The Effects of pH and Intraliposomal Buffer Strength on the Rate of Liposome Content Release and Intracellular Drug Delivery

Targeted liposomal drug formulations may enter cells by receptor-mediated endocytosis and then traffick by membrane flow into acidic intracellular compartments. In order to understand the impact of these intracellular pH changes on liposomal drug unloading, the effect of pH on the release from folate-targeted liposomes of three model compounds with distinct pH dependencies was examined. 5(6)-carboxyfluorescein, which titrates from its anionic to uncharged form following internalization by KB cells, displays strong endocytosis-dependent release, since only its uncharged (endosomal) form is membrane permeable. Endocytosis-triggered unloading of drugs of this sort is enhanced by encapsulating the drug in a weak buffer at neutral pH, so that acidification of the intraliposomal compartment following cellular uptake can occur rapidly. Sulforhodamine B, in contrast, retains both anionic and cationic charges at endosomal pH (~pH 5), and consequently, escapes the endosomes only very slowly. Doxorubicin, which is commonly loaded into liposomes in its membrane-impermeable (cationic) form using an acidic buffer, still displays endocytosis-triggered unloading, since sufficient uncharged doxorubicin remains at endosomal pHs to allow rapid re-equilibration of the drug according to the new proton gradient across the membrane. In this case, when the extraliposomal [H⁺] increases 250-fold from 4 × 10^–8 M (pH 7.4, outside the cell) to 10^–5 M (pH 5, inside the endosome), the ratio of doxorubicin inside to outside the liposome must decrease by a factor of 250. Therefore, the collapse of the transliposomal pH gradient indirectly drives an efflux of the drug molecule from the liposome. Since a change in intraliposomal pH is not required to unload drugs of this type, the intraliposomal compartment can be buffered strongly at acidic pH to prevent premature release of the drug outside the cell. In summary, pH triggered release of liposome-encapsulated drugs can be achieved both with drugs that increase as well as decrease their membrane permeabilities upon acidification, as long as the intraliposomal buffer strength and pH is rationally selected.     
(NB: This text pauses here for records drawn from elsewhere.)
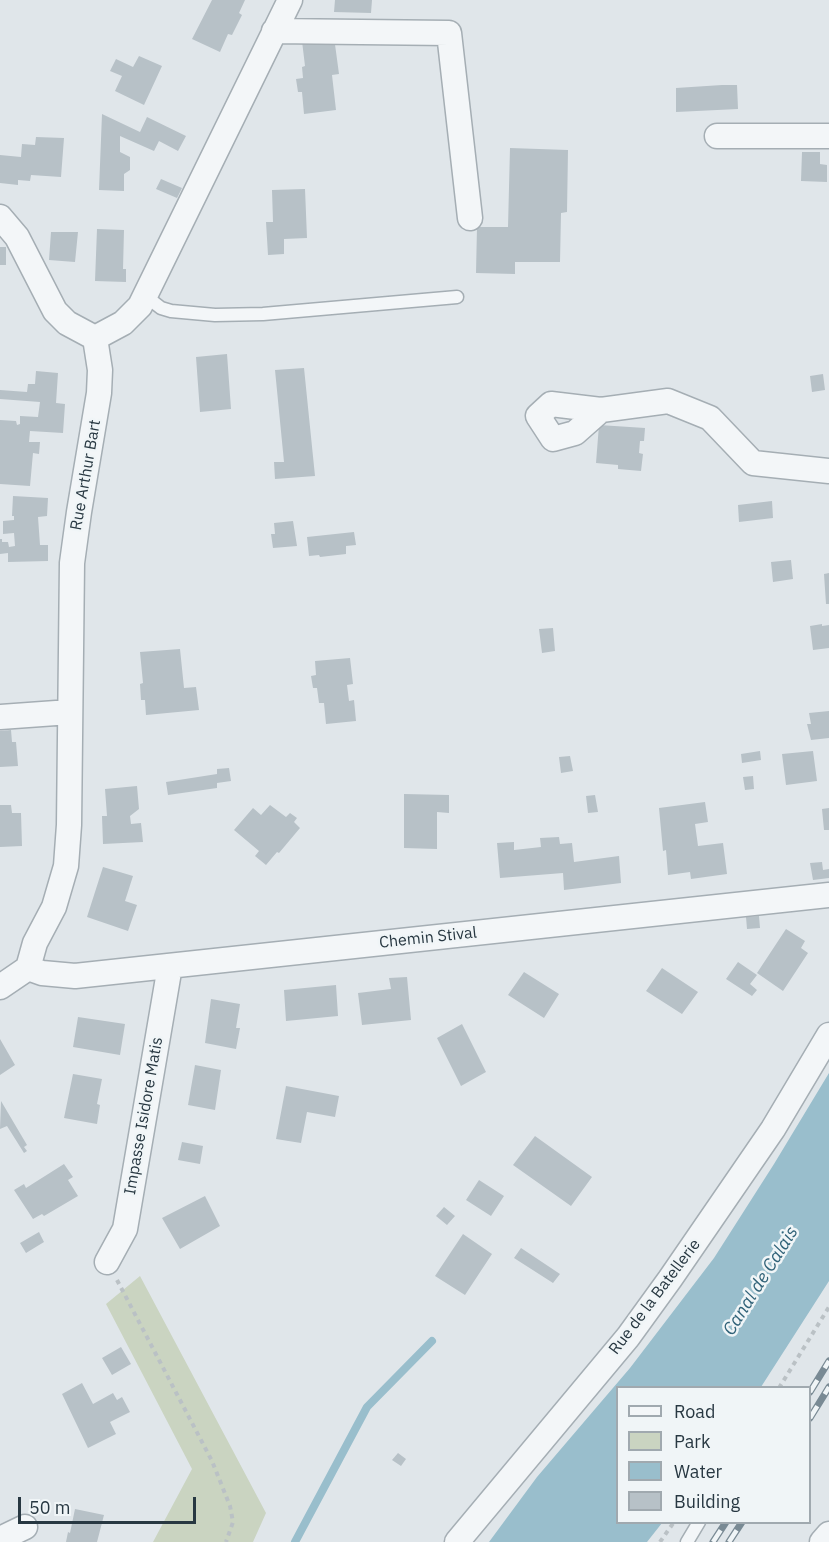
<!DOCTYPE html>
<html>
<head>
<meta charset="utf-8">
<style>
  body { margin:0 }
  #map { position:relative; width:829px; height:1542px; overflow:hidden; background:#e0e6ea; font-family:"IBM Plex Sans",sans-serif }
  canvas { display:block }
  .legend { position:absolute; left:616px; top:1386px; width:195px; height:138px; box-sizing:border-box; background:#f0f5f7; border:2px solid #a0a9af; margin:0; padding:8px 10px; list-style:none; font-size:18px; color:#283842 }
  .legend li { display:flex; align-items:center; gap:12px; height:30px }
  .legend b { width:30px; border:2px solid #a0a9af }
  .scale { position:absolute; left:18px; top:1497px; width:178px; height:27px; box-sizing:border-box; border:3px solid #283842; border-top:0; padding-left:8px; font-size:18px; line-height:21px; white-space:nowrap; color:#283842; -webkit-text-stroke:4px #f0f5f7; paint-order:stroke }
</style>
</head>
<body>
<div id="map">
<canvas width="829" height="1542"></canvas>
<ul class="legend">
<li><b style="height:8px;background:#f3f6f8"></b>Road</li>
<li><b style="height:16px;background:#cad4c1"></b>Park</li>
<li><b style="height:16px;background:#99becc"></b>Water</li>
<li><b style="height:16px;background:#b7c1c7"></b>Building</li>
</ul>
<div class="scale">50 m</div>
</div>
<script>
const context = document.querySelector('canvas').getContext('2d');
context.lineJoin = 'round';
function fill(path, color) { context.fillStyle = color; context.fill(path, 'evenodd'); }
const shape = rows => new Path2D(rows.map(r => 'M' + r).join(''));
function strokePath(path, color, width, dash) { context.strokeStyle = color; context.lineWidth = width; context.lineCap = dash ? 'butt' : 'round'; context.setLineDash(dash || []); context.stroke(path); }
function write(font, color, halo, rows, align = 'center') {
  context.font = font + ' "IBM Plex Sans",sans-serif'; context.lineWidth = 5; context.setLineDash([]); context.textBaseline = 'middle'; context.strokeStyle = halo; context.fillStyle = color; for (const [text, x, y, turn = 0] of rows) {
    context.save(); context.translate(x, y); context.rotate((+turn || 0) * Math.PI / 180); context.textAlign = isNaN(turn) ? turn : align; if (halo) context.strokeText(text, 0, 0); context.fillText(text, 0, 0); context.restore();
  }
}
const green = shape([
  [140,1276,266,1513,253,1542,153,1542,192,1469,106,1304]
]);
const water = shape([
  [829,1073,829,1281,761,1387,618,1388,618,1522,662,1523,647,1542,489,1542,537,1477,630,1368,714,1258,774,1164]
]);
const stream = shape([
  [295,1542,367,1407,432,1341]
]);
const building = shape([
  [212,0,245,0,239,13,242,15,232,35,228,34,220,52,192,39],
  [335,0,372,0,371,13,334,12],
  [334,37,339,74,332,75,336,110,304,114,302,92,298,92,296,79,303,78,302,67,305,66,302,41],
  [139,56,162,66,144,105,115,91,122,76,110,71,116,59,133,67],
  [722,85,737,85,738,109,676,112,676,88],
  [102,114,140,132,147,117,186,136,178,151,159,141,154,151,120,136,120,152,130,157,130,170,124,174,124,191,99,190],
  [36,137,64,138,61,177,31,175,30,181,18,180,18,185,0,183,0,155,21,157,22,144,35,145],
  [510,148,568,150,567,212,561,213,560,262,515,262,515,274,476,273,477,227,508,227],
  [802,152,820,152,820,164,827,165,827,182,801,181],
  [161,179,182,188,177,198,156,189],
  [305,189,307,238,284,239,284,254,268,255,266,222,273,222,272,190],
  [97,229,124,230,123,269,126,269,126,282,95,281],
  [51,232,78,232,75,262,49,260],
  [0,247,6,247,6,265,0,265],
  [227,354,231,409,200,412,196,357],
  [304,368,315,476,275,479,274,462,284,462,275,370],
  [36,371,58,373,56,403,65,404,63,433,30,431,29,442,40,442,39,454,33,453,30,486,0,484,0,420,16,421,17,425,20,424,20,416,38,417,40,402,0,399,0,390,27,392,28,384,35,384],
  [823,374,825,390,812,392,810,376],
  [599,425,645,428,644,441,640,441,639,453,643,454,641,471,618,469,618,465,596,463],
  [13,496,48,498,47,516,38,517,40,545,48,545,48,561,8,562,8,553,0,554,0,539,2,539,2,542,8,542,9,547,15,546,14,533,3,534,3,521,14,520,14,516,12,516],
  [772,501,773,518,739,522,738,505],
  [293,521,297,546,273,548,271,534,275,534,274,523],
  [354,532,356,545,346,546,346,554,320,557,319,555,309,556,307,537],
  [791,560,793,579,773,582,771,562],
  [829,573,829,604,826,604,824,574],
  [822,624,822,626,829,625,829,648,813,650,810,626],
  [553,628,555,651,542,653,539,629],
  [180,649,184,688,196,687,199,710,146,715,145,700,141,700,140,684,143,683,140,652],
  [350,658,353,684,347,685,349,701,354,700,356,721,326,724,324,703,319,703,317,688,313,688,311,676,316,675,315,661],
  [829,711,829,738,811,740,807,724,811,724,809,713],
  [11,730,12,742,16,742,18,766,0,767,0,731],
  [760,751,761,760,742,763,741,754],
  [813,751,817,781,786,785,782,754],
  [570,756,573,771,561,773,559,757],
  [229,768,231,781,217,783,217,788,168,795,166,782,217,774,217,769],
  [753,776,754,789,745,790,743,777],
  [137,786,139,809,130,816,131,824,141,823,143,842,103,844,102,816,107,816,105,789],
  [404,794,449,795,449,813,437,812,437,849,404,848],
  [595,795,598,812,588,813,586,796],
  [705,802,708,822,695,824,698,846,723,843,727,874,691,879,690,872,668,875,666,850,663,851,659,808],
  [0,805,11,805,12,813,21,813,22,846,0,847],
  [270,805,286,817,290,813,297,818,294,822,300,828,279,853,277,852,266,865,255,856,259,851,234,830,253,808,261,815],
  [829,808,829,830,824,830,822,809],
  [559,837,560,844,572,843,574,862,619,856,621,883,564,890,563,873,500,878,497,843,514,842,514,850,541,847,540,838],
  [822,862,823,870,829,869,829,878,813,880,810,863],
  [103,867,133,876,125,901,137,905,128,931,87,917],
  [759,916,760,928,747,929,746,917],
  [786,929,805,941,801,948,808,953,783,991,757,973],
  [738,962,757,975,750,984,757,990,752,996,726,979],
  [662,968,698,992,682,1014,646,991],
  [524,972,559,994,544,1018,508,995],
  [407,977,411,1020,362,1025,358,993,391,989,389,978],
  [336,985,338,1016,286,1021,284,990],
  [211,999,240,1004,236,1028,240,1028,236,1049,205,1043],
  [78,1017,125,1024,120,1055,73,1047],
  [462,1024,486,1072,461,1086,437,1038],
  [0,1039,15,1065,0,1075],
  [195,1065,221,1070,215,1110,188,1105],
  [73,1074,102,1079,97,1104,100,1105,97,1124,64,1118],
  [286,1086,339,1096,335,1117,307,1112,301,1143,276,1139],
  [1,1101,27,1145,24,1147,27,1151,24,1153,7,1126,0,1129],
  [535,1136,592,1177,571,1206,513,1165],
  [182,1142,203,1146,200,1164,178,1160],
  [64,1164,73,1177,68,1180,78,1196,44,1216,42,1214,33,1219,14,1190,24,1184,26,1188],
  [479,1180,504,1196,491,1216,466,1200],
  [205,1196,220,1226,180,1249,162,1218],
  [444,1207,455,1216,447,1225,436,1216],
  [39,1232,44,1242,26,1253,20,1243],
  [463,1234,492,1254,465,1295,435,1276],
  [521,1248,560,1274,553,1283,514,1258],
  [121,1347,131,1364,112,1375,102,1358],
  [82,1383,93,1404,113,1393,117,1400,122,1397,130,1412,110,1422,116,1434,88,1448,62,1394],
  [398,1453,406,1459,401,1466,392,1460],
  [75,1509,104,1515,97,1542,66,1542,68,1532,70,1533]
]);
const path = shape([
  [117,1280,212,1461,230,1506,233,1522,226,1542],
  [779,1388,829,1307],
  [660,1542,674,1522]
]);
const lane = shape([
  [147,291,152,301,161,308,171,311,215,315,263,314,457,297],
  [687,1542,699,1522]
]);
const street = shape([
  [274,31,449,33,470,218],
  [717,136,829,136],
  [0,217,17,237,55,311,67,323,95,338],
  [95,338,123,323,140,306,290,0],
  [601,410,575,433,553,439,538,416,551,404,601,410,668,401,710,418,753,463,829,471],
  [0,717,70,712],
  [28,968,42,973,75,976,829,895],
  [0,987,28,968,35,943,54,907,66,866,69,825,72,563,79,512,99,393,100,370,95,338],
  [107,1262,125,1229,170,966],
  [0,1539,25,1527],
  [457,1542,628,1337,670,1279,773,1129,829,1035],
  [822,1542,829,1534]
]);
const rail = shape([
  [810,1392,829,1361],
  [810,1418,829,1387],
  [713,1542,726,1522],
  [729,1542,742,1522]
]);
const streetNames = [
  ["Rue Arthur Bart",86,475,-80],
  ["Chemin Stival",428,938,-6],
  ["Impasse Isidore Matis",144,1116,-80],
  ["Rue de la Batellerie",655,1297,-53]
];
const waterNames = [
  ["Canal de Calais",761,1281,-58]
];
fill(green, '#cad4c1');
fill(water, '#99becc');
strokePath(stream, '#99becc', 8);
fill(building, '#b7c1c7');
strokePath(lane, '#a5aeb4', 15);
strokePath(street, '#a5aeb4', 27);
strokePath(path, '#bac1c5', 4, [4.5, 4.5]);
strokePath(lane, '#f3f6f8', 12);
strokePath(street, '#f3f6f8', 24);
strokePath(rail, '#798a94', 7);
strokePath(rail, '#f0f5f7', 4.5, [14]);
write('16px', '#283842', '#f0f5f7', streetNames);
write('italic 18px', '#306278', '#f0f5f7', waterNames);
</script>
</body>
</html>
Pros and cons of the liposome platform in cancer drug targeting

Coating of liposomes with polyethylene-glycol (PEG) by incorporation in the liposome bilayer of PEG-derivatized lipids results in inhibition of liposome uptake by the reticulo-endothelial system and significant prolongation of liposome residence time in the blood stream. Parallel developments in drug loading technology have improved the efficiency and stability of drug entrapment in liposomes, particularly with regard to cationic amphiphiles such as anthracyclines. An example of this new generation of liposomes is a formulation of pegylated liposomal doxorubicin known as Doxil or Caelyx, whose clinical pharmacokinetic profile is characterized by slow plasma clearance and small volume of distribution. A hallmark of these long-circulating liposomal drug carriers is their enhanced accumulation in tumors. The mechanism underlying this passive targeting effect is the phenomenon known as enhanced permeability and retention (EPR) which has been described in a broad variety of experimental tumor types. Further to the passive targeting effect, the liposome drug delivery platform offers the possibility of grafting tumor-specific ligands on the liposome membrane for active targeting to tumor cells, and potentially intracellular drug delivery. The pros and cons of the liposome platform in cancer targeting are discussed vis-à-vis nontargeted drugs, using as an example a liposome drug delivery system targeted to the folate receptor.